-- WHAT TO DO --
Output the line that contains "Localize all labels, markers", then every line beneath it through the end of the records, exactly as given and with no other lines.

__________________________________________________

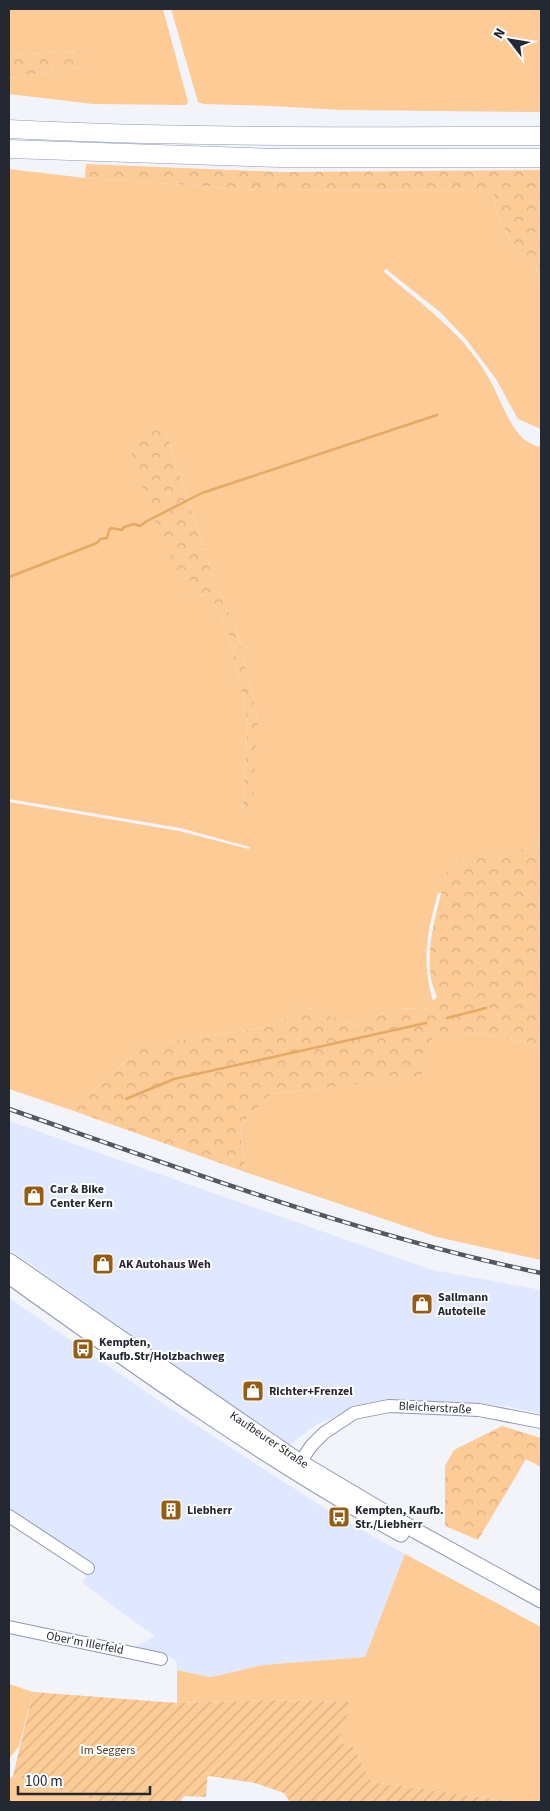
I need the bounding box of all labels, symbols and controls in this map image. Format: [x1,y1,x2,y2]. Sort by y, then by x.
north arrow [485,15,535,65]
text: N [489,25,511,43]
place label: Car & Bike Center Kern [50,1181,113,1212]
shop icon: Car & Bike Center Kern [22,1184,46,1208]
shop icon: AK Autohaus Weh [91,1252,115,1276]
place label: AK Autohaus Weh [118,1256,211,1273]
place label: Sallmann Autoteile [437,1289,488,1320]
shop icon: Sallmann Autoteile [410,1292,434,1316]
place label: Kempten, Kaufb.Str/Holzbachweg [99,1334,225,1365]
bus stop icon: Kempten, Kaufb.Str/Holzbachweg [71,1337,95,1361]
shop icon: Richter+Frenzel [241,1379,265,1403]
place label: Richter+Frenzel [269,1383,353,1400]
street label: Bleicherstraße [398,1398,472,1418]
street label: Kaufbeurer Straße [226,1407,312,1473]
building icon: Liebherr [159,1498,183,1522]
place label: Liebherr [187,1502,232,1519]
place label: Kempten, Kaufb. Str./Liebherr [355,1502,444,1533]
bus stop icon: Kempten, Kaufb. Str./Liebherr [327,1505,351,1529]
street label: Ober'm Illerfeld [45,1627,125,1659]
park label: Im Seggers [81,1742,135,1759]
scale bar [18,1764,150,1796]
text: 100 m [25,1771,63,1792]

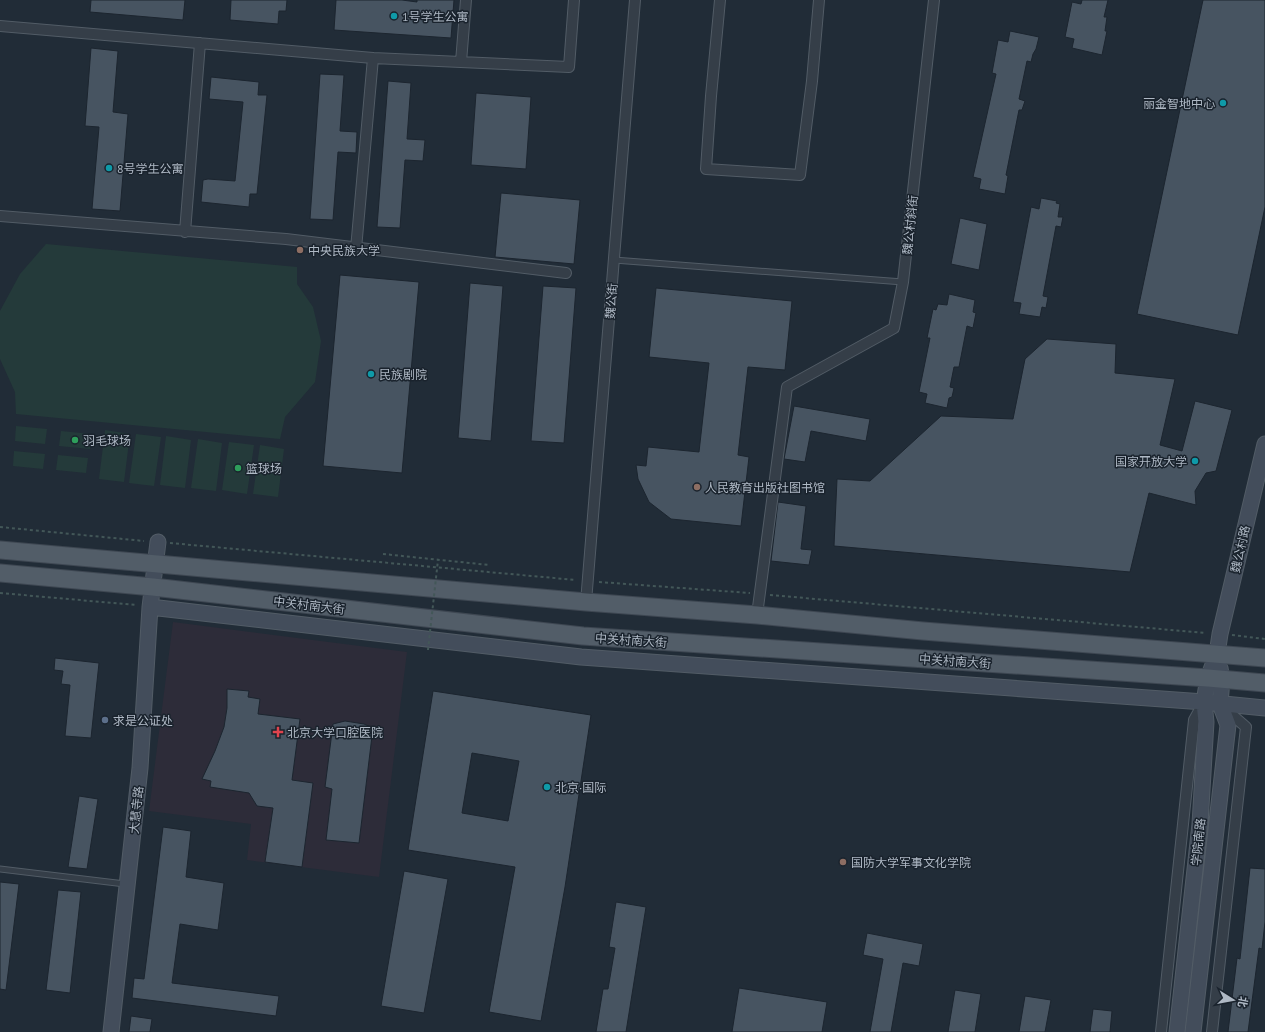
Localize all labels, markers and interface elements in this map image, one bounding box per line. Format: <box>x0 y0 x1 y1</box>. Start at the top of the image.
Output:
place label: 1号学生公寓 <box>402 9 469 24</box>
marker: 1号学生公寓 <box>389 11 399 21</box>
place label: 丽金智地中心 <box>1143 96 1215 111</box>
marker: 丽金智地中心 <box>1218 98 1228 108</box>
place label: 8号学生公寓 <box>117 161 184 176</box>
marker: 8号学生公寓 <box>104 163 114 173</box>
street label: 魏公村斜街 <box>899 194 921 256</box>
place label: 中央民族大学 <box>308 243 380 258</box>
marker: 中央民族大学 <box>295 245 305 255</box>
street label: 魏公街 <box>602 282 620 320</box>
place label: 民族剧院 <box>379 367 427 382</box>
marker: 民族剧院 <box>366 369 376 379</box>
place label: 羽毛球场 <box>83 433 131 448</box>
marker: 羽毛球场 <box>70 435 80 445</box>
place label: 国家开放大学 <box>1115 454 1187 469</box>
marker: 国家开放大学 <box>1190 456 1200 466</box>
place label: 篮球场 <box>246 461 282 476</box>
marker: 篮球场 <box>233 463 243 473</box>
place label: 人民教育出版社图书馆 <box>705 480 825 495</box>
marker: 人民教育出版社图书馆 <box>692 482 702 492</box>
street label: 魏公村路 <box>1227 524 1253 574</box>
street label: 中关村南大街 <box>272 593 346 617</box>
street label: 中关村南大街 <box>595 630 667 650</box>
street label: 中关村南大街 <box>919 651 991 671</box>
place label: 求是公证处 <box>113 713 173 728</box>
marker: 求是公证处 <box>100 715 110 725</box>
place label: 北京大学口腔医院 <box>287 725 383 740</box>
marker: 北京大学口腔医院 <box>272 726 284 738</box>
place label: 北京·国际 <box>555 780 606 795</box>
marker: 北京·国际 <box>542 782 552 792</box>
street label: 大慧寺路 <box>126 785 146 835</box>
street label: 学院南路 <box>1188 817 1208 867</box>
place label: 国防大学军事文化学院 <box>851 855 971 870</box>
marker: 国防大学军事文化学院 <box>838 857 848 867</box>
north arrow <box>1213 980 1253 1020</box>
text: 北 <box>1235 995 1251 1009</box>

__________________________________________________

-- EXPECTED ANSWER --
Localize all labels, markers and interface elements in this map image, one bounding box per line. Format: <box>x0 y0 x1 y1</box>. Start at the top of the image.
Output:
place label: 1号学生公寓 <box>402 9 469 24</box>
marker: 1号学生公寓 <box>389 11 399 21</box>
place label: 丽金智地中心 <box>1143 96 1215 111</box>
marker: 丽金智地中心 <box>1218 98 1228 108</box>
place label: 8号学生公寓 <box>117 161 184 176</box>
marker: 8号学生公寓 <box>104 163 114 173</box>
street label: 魏公村斜街 <box>899 194 921 256</box>
place label: 中央民族大学 <box>308 243 380 258</box>
marker: 中央民族大学 <box>295 245 305 255</box>
street label: 魏公街 <box>602 282 620 320</box>
place label: 民族剧院 <box>379 367 427 382</box>
marker: 民族剧院 <box>366 369 376 379</box>
place label: 羽毛球场 <box>83 433 131 448</box>
marker: 羽毛球场 <box>70 435 80 445</box>
place label: 国家开放大学 <box>1115 454 1187 469</box>
marker: 国家开放大学 <box>1190 456 1200 466</box>
place label: 篮球场 <box>246 461 282 476</box>
marker: 篮球场 <box>233 463 243 473</box>
place label: 人民教育出版社图书馆 <box>705 480 825 495</box>
marker: 人民教育出版社图书馆 <box>692 482 702 492</box>
street label: 魏公村路 <box>1227 524 1253 574</box>
street label: 中关村南大街 <box>272 593 346 617</box>
street label: 中关村南大街 <box>595 630 667 650</box>
street label: 中关村南大街 <box>919 651 991 671</box>
place label: 求是公证处 <box>113 713 173 728</box>
marker: 求是公证处 <box>100 715 110 725</box>
place label: 北京大学口腔医院 <box>287 725 383 740</box>
marker: 北京大学口腔医院 <box>272 726 284 738</box>
place label: 北京·国际 <box>555 780 606 795</box>
marker: 北京·国际 <box>542 782 552 792</box>
street label: 大慧寺路 <box>126 785 146 835</box>
street label: 学院南路 <box>1188 817 1208 867</box>
place label: 国防大学军事文化学院 <box>851 855 971 870</box>
marker: 国防大学军事文化学院 <box>838 857 848 867</box>
north arrow <box>1213 980 1253 1020</box>
text: 北 <box>1235 995 1251 1009</box>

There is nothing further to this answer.